Has this been a boring off-season or what? I don't mind, though. It's nice to sit in a the afterglow of the Canadiens' improbable eliminations of the Caps and Pens for a little while, and, after the turmoil of last summer, it's kind of nice to know a little bit about what to expect this year. Unlike the run up to last season, we're not asking how the players will respond to Martin as coach, or who'll play with whom or whether the big new contracts will work out. We're no longer worried about the team getting crushed because the players are too small. This year, we've got a handle on those basic issues.

Of course, there are still small matters about which to wonder. Within the next couple of months, we'll know the answers to such burning questions as the cost and duration of Carey Price's contract, which up-and-comer will make the team on the fourth line and whether it's true Andrei Markov will really be ready to start the season. Then there are the two big questions; the huge unknowns that will make or break the season.
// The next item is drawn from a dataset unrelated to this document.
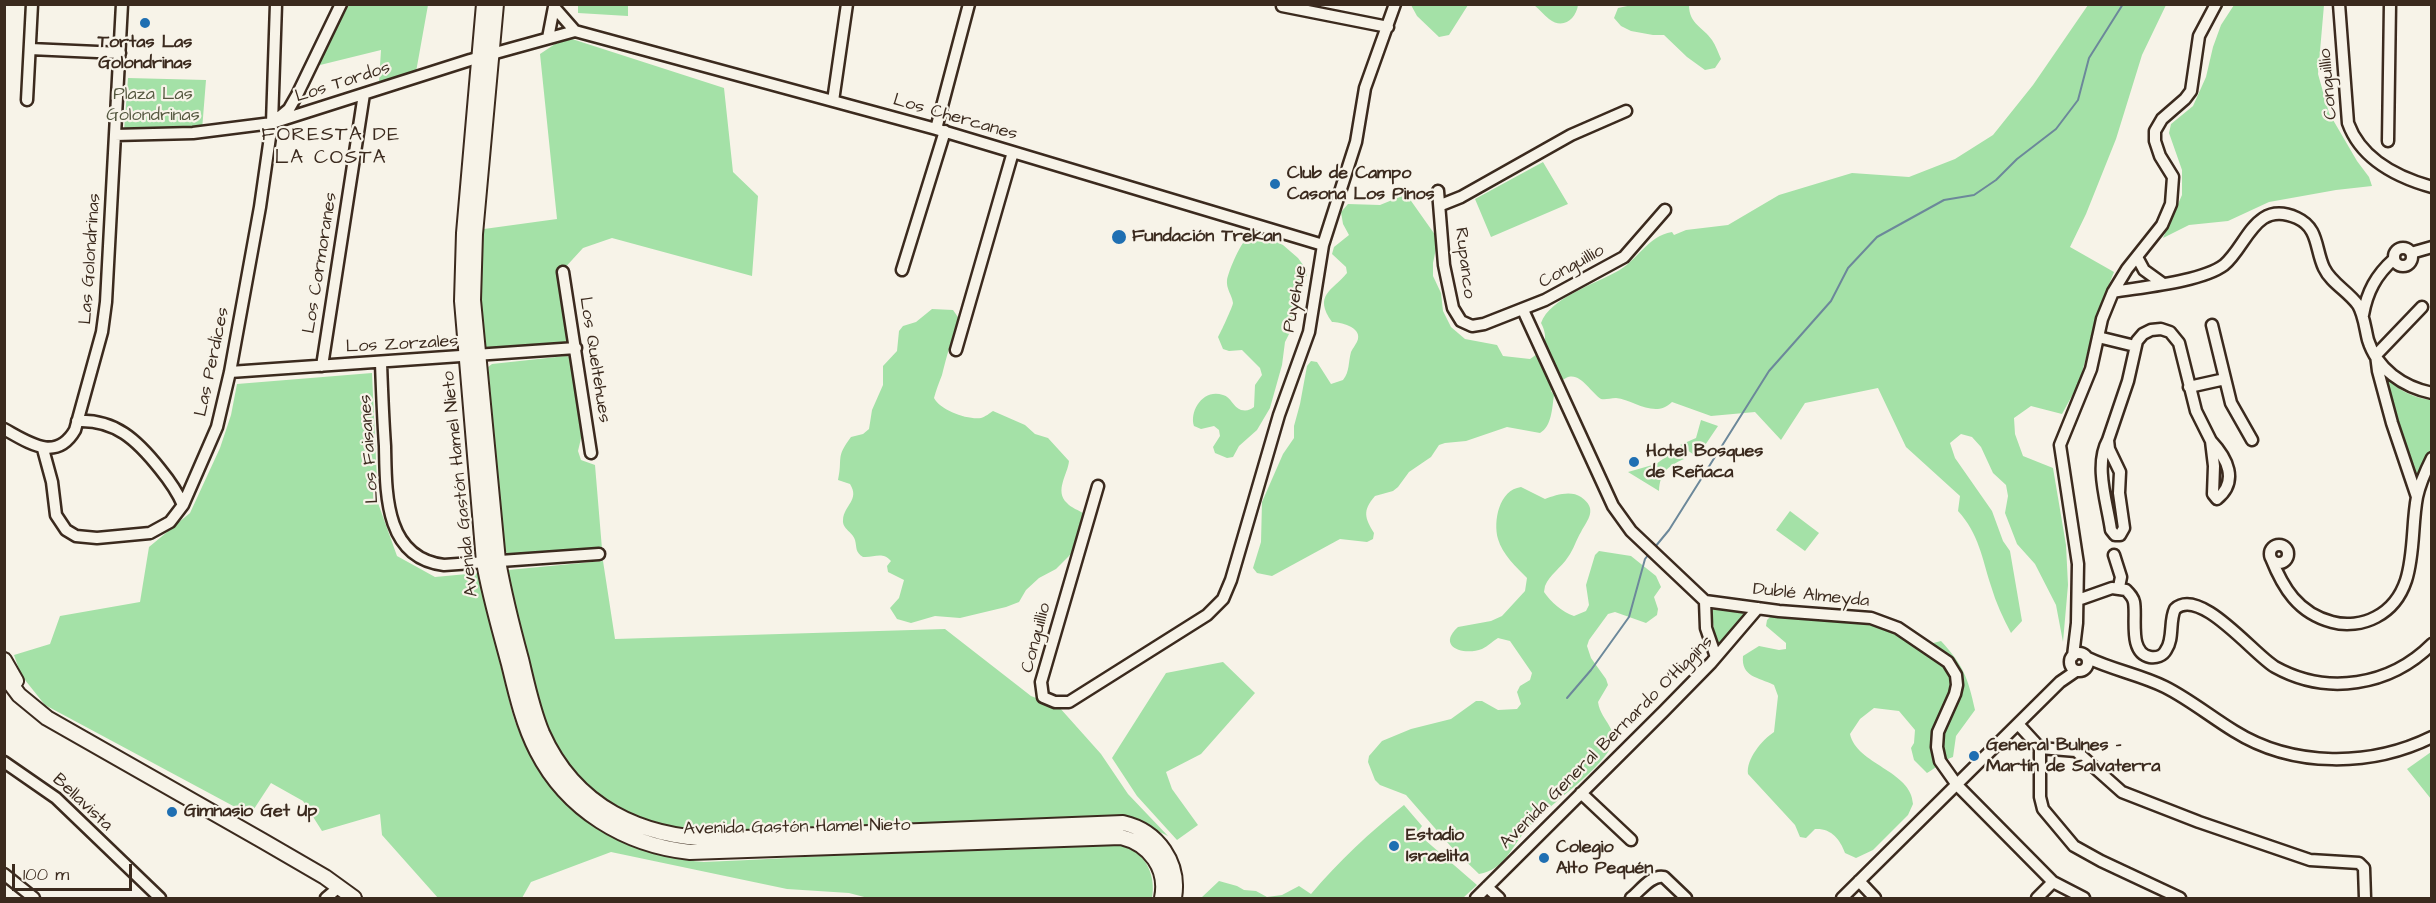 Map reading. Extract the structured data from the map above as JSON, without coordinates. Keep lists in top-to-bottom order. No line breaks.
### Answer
{"streets":{"main road":["Avenida Gastón Hamel Nieto"],"street":["Los Tordos","Conguillio","Los Chercanes","Las Golondrinas","Los Cormoranes","Rupanco","Puyehue","Los Zorzales","Los Queltehues","Las Perdices","Los Faisanes","Dublé Almeyda","Avenida General Bernardo O'Higgins","Bellavista"]},"crossings":[["Los Tordos","Los Chercanes"],["Los Tordos","Las Golondrinas"],["Los Tordos","Los Cormoranes"],["Los Tordos","Las Perdices"],["Los Tordos","Avenida Gastón Hamel Nieto"],["Conguillio","Rupanco"],["Conguillio","Puyehue"],["Los Chercanes","Puyehue"],["Las Golondrinas","Las Perdices"],["Los Cormoranes","Los Zorzales"],["Los Zorzales","Los Queltehues"],["Los Zorzales","Las Perdices"],["Los Zorzales","Los Faisanes"],["Los Zorzales","Avenida Gastón Hamel Nieto"],["Los Faisanes","Avenida Gastón Hamel Nieto"],["Dublé Almeyda","Avenida General Bernardo O'Higgins"]],"districts":["FORESTA DE LA COSTA"],"parks":["Plaza Las Golondrinas"],"places":["Tortas Las Golondrinas","Club de Campo Casona Los Pinos","Fundación Trekan","Hotel Bosques de Reñaca","General Bulnes - Martín de Salvaterra","Gimnasio Get Up","Estadio Israelita","Colegio Alto Pequén"],"scale_bar":"100 m"}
The first mystery is how the kids will perform. Management decided to part ways with most of the players who filled last year's bottom-two lines. Gone from last October are Latendresse, Laraque, Chipchura, Metropolit and Sergei Kostitsyn. The guys who filled some of those roles later in the season, Moore and Bergeron, are gone too. As we learned last year and saw reconfirmed in the playoffs, the bottom-six forwards might not be stars, but they provide the foundation for the game. They give the skilled guys something...a hard hit, a timely goal, a drawn penalty, a heroic shot-block... on which to build when a team is winning. Last year's crop of kids couldn't cut it. Latendresse couldn't stick on the top lines and didn't do much on the bottom ones before he gave up and got traded. Kostitsyn got cut out of camp and showed his childish colours afterwards. Chipchura didn't do much of anything. Ben Maxwell did less during his twenty-game call up. Ryan O'Byrne (does he still count as a kid?) got benched every time he made a boneheaded play. Carey Price lost many more games than he won and sometimes let his temper get the best of him.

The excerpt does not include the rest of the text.